Revisions To Marquee Sentiment Survey Offer Glimmer Of Hope

At least it wasn’t revised lower.

The final read on University of Michigan sentiment for May was 69.1, lackluster to be sure, but a marginal improvement from this month’s disastrous preliminary reading.

The month-to-month decline, 10%, still counts as the biggest percentage drop since headline sentiment notched a record low in mid-2022, when the Fed upped the ante to 75bps hike increments in the battle to arrest a generational inflation surge.

As the figure above shows, the 1.7ppt upward revision from the preliminary reading counts as meaningful, which is to say it’s pronounced. Still, May’s drop pushed the headline gauge to the lowest in five months.

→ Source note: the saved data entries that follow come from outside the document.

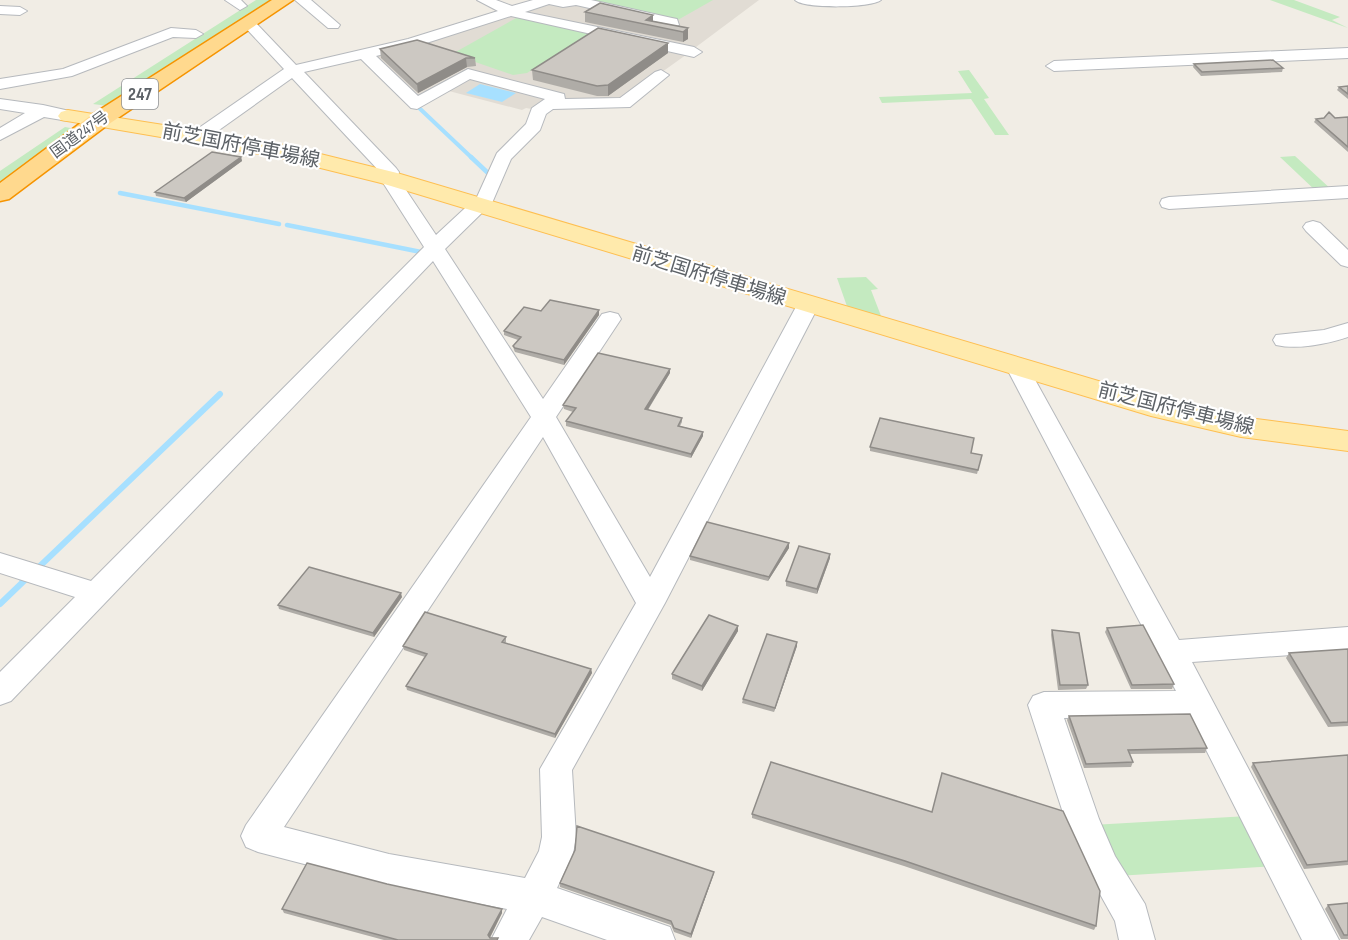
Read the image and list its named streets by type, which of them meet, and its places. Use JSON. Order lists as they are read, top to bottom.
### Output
{
  "streets": {
    "highway": ["247", "国道247号"],
    "main road": ["前芝国府停車場線"]
  },
  "crossings": [
    ["国道247号", "前芝国府停車場線"]
  ]
}
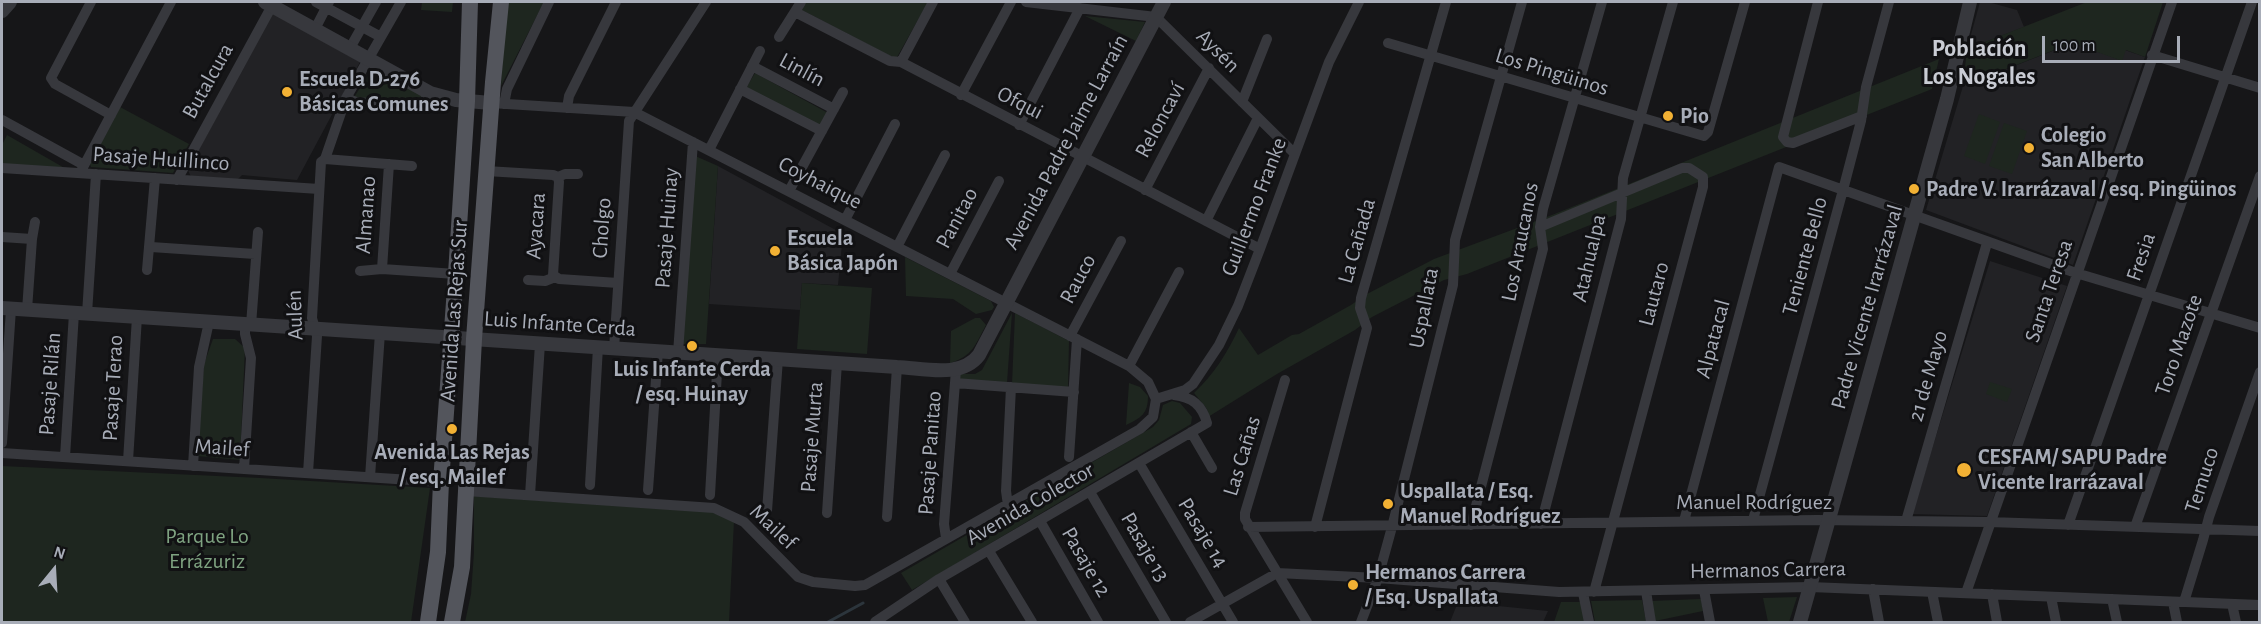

Survey director Joanne Hsu said Friday that consumer spending now faces “multiple” risks. Americans were “particular[ly] concern[ed] over labor markets,” she said. “They expect unemployment rates to rise and income growth to slow.”

That’s a bad combination: Fewer jobs and slower pay growth. On the bright side, waning demand (i.e., a diminished consumption impulse) might help bring down inflation which, in turn, could allay consumers’ worries around higher rates, which were also evident in Friday’s update.

Notably, year-ahead inflation expectations were 3.3% in the final read for May. The preliminary release saw that series print 3.5%. So, Friday’s release saw sentiment revised meaningfully higher and near-term inflation expectations lower. Good news, if only at the margins.